In “What Universities Can Do to Graduate More Minority Ph.D.’s” the Chronicle of Higher Education reports this morning that

Universities have long rued the stark disparity between minority students’ share of the population and their share of Ph.D.’s, especially in engineering and the sciences.
Why?

That is, why is it a problem that recipients if Ph.D.s, “especially in engineering and science,” do not mirror the nation’s demographics, especially a problem worth not only ruing but devoting millions of dollars and much effort “by private foundations and federal agencies” to fix?

According to Daryl E. Chubin, director of the Center for Advancing Science & Engineering Capacity, a project of the American Association for the Advancement of Science,

We are underutilizing a lot of the talent in this country.... A lot of people will reply, Well, over all, there’s no shortage of Ph.D.’s. And that’s true. But this is not simply a supply-and-demand question. Women and underrepresented minorities are not participating in the sciences anywhere close to their representation in the general population.
In other words, we don’t need more science and engineering Ph.D.s (“this is not simply a supply-and-demand question”); we don’t need higher quality Ph.D.s in science in engineering (otherwise the national effort to recruit and retain “underrepresented minorities” would be directed toward creating and finding better better candidates and improving programs); what we need is more “underrepresented minorities” in science (and, it follows, fewer “overrepresented minorities” and whites).

In addition to the legal problem with this approach — the Supreme Court has made it clear that simple racial balancing/proportional representation is unconstitutional — the question remains, why? Why is racial and ethnic proportionality important at all? Does anyone know whether the humanities and social sciences are also afflicted by a crippling “underrepresentation” of certain groups? Do Korean-American sociologists or Japanese-American literary critics come “anywhere close to their representation in the general population?” Does anyone care? Should they? Is “diversity” more important for the study and practice of engineering and chemistry than history, anthropology, and philosophy?

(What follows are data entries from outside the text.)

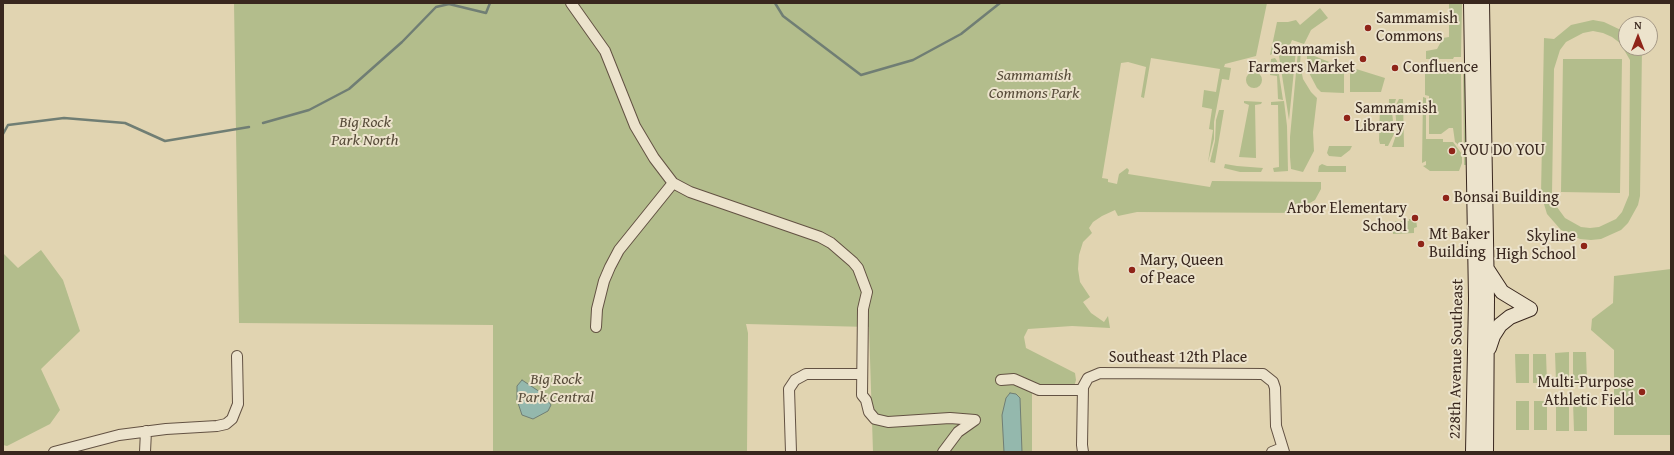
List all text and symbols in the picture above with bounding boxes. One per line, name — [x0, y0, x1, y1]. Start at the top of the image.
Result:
place label: Sammamish Commons — [1376, 9, 1458, 47]
north arrow — [1618, 16, 1658, 56]
text: N — [1634, 17, 1642, 33]
marker: Sammamish Commons — [1363, 23, 1373, 33]
place label: Sammamish Farmers Market — [1248, 40, 1355, 78]
marker: Sammamish Farmers Market — [1358, 54, 1368, 64]
place label: Confluence — [1403, 58, 1478, 78]
marker: Confluence — [1390, 63, 1400, 73]
park label: Sammamish Commons Park — [989, 66, 1079, 104]
place label: Sammamish Library — [1355, 99, 1437, 137]
park label: Big Rock Park North — [331, 113, 399, 151]
marker: Sammamish Library — [1342, 113, 1352, 123]
place label: YOU DO YOU — [1460, 141, 1545, 161]
marker: YOU DO YOU — [1447, 146, 1457, 156]
place label: Bonsai Building — [1454, 188, 1559, 208]
marker: Bonsai Building — [1441, 193, 1451, 203]
place label: Arbor Elementary School — [1287, 199, 1407, 237]
marker: Arbor Elementary School — [1410, 213, 1420, 223]
place label: Mt Baker Building — [1429, 225, 1490, 263]
place label: Skyline High School — [1496, 227, 1576, 265]
marker: Mt Baker Building — [1416, 239, 1426, 249]
marker: Skyline High School — [1579, 241, 1589, 251]
place label: Mary, Queen of Peace — [1140, 251, 1223, 289]
marker: Mary, Queen of Peace — [1127, 265, 1137, 275]
street label: 228th Avenue Southeast — [1446, 279, 1468, 439]
street label: Southeast 12th Place — [1109, 348, 1247, 368]
park label: Big Rock Park Central — [518, 370, 594, 408]
place label: Multi-Purpose Athletic Field — [1538, 373, 1634, 411]
marker: Multi-Purpose Athletic Field — [1637, 387, 1647, 397]

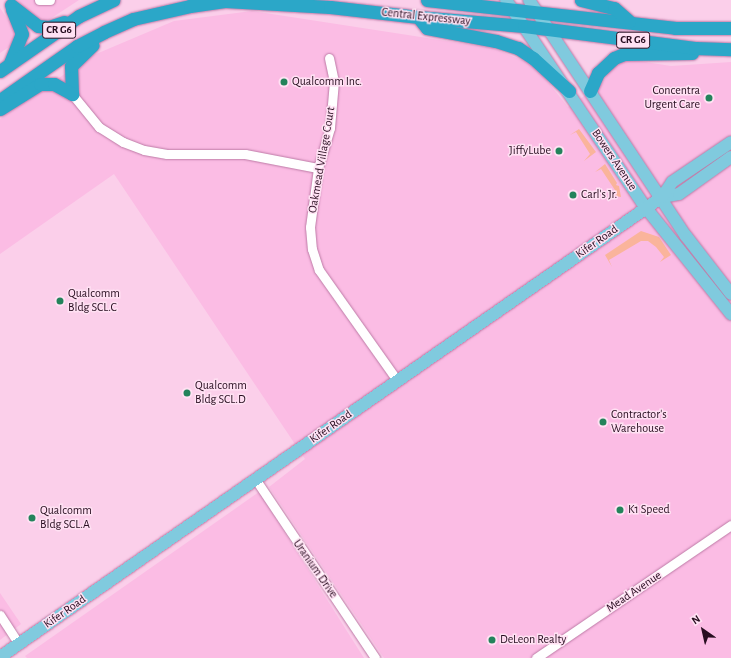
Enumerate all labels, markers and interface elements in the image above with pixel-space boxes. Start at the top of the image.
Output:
street label: Central Expressway [381,5,471,29]
road number: CR G6 [42,21,76,39]
road number: CR G6 [616,31,650,49]
place label: Qualcomm Inc. [292,75,362,89]
marker: Qualcomm Inc. [279,77,289,87]
place label: Concentra Urgent Care [644,84,700,112]
marker: Concentra Urgent Care [703,92,715,104]
street label: Oakmead Village Court [306,106,338,214]
street label: Bowers Avenue [588,127,640,193]
place label: JiffyLube [509,144,551,158]
marker: JiffyLube [554,146,564,156]
place label: Carl's Jr. [581,188,617,202]
marker: Carl's Jr. [568,190,578,200]
street label: Kifer Road [573,222,621,262]
place label: Qualcomm Bldg SCL.C [68,287,120,315]
marker: Qualcomm Bldg SCL.C [55,296,65,306]
place label: Qualcomm Bldg SCL.D [195,379,247,407]
marker: Qualcomm Bldg SCL.D [182,388,192,398]
street label: Kifer Road [307,407,355,447]
place label: Contractor's Warehouse [611,408,667,436]
marker: Contractor's Warehouse [598,417,608,427]
place label: K1 Speed [628,503,670,517]
place label: Qualcomm Bldg SCL.A [40,504,92,532]
marker: K1 Speed [615,505,625,515]
marker: Qualcomm Bldg SCL.A [27,513,37,523]
street label: Uranium Drive [290,537,340,601]
street label: Mead Avenue [604,568,664,616]
street label: Kifer Road [41,592,89,632]
north arrow [683,610,723,650]
text: N [690,613,702,626]
place label: DeLeon Realty [500,633,566,647]
marker: DeLeon Realty [487,635,497,645]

In any event, what would the diversity mavens recently assembled at a meeting of the Council of Graduate Schools do to improve the representation of the groups they care about in the fields they care about? According to the Chronicle report, two suggestions emerged from the meeting. First, “Think broadly.” Second, “improve the academic climate.”

It may be harder to promote climate change in science labs (where a little global warming might be a good thing, where personal relationships often are the closest modern equivalent of indentured servitude, if not slavery) than to slow down in the external environment. But let’s not quibble; only a misanthrope would find fault with broad thinking and climate change.

There was one other approach mentioned. Janet C. Rutledge, interim vice provost for graduate education at the University of Maryland-Baltimore County, described a successful program at her institution.

She said that the mere act of carefully measuring their attrition rates had caused many programs on her campus to be more thoughtful about recruiting, training, and overseeing their students. And students from underrepresented minority groups, she added, have disproportionately benefited from those changes....

Students who participate in the program, Ms. Rutledge said, must be prepared for intrusive mentors. “Like it or not, we are going to be in your business, monitoring your progress,” she said. “That’s a condition for receiving this money.”

All of the panelists at the session agreed that careful monitoring was essential, and Daryl Chubin of the AAAS’s Center for Advancing Science & Engineering Capacity noted that “[p]rivacy laws should not be interpreted in ways that make it impossible to track students’ progress over time.”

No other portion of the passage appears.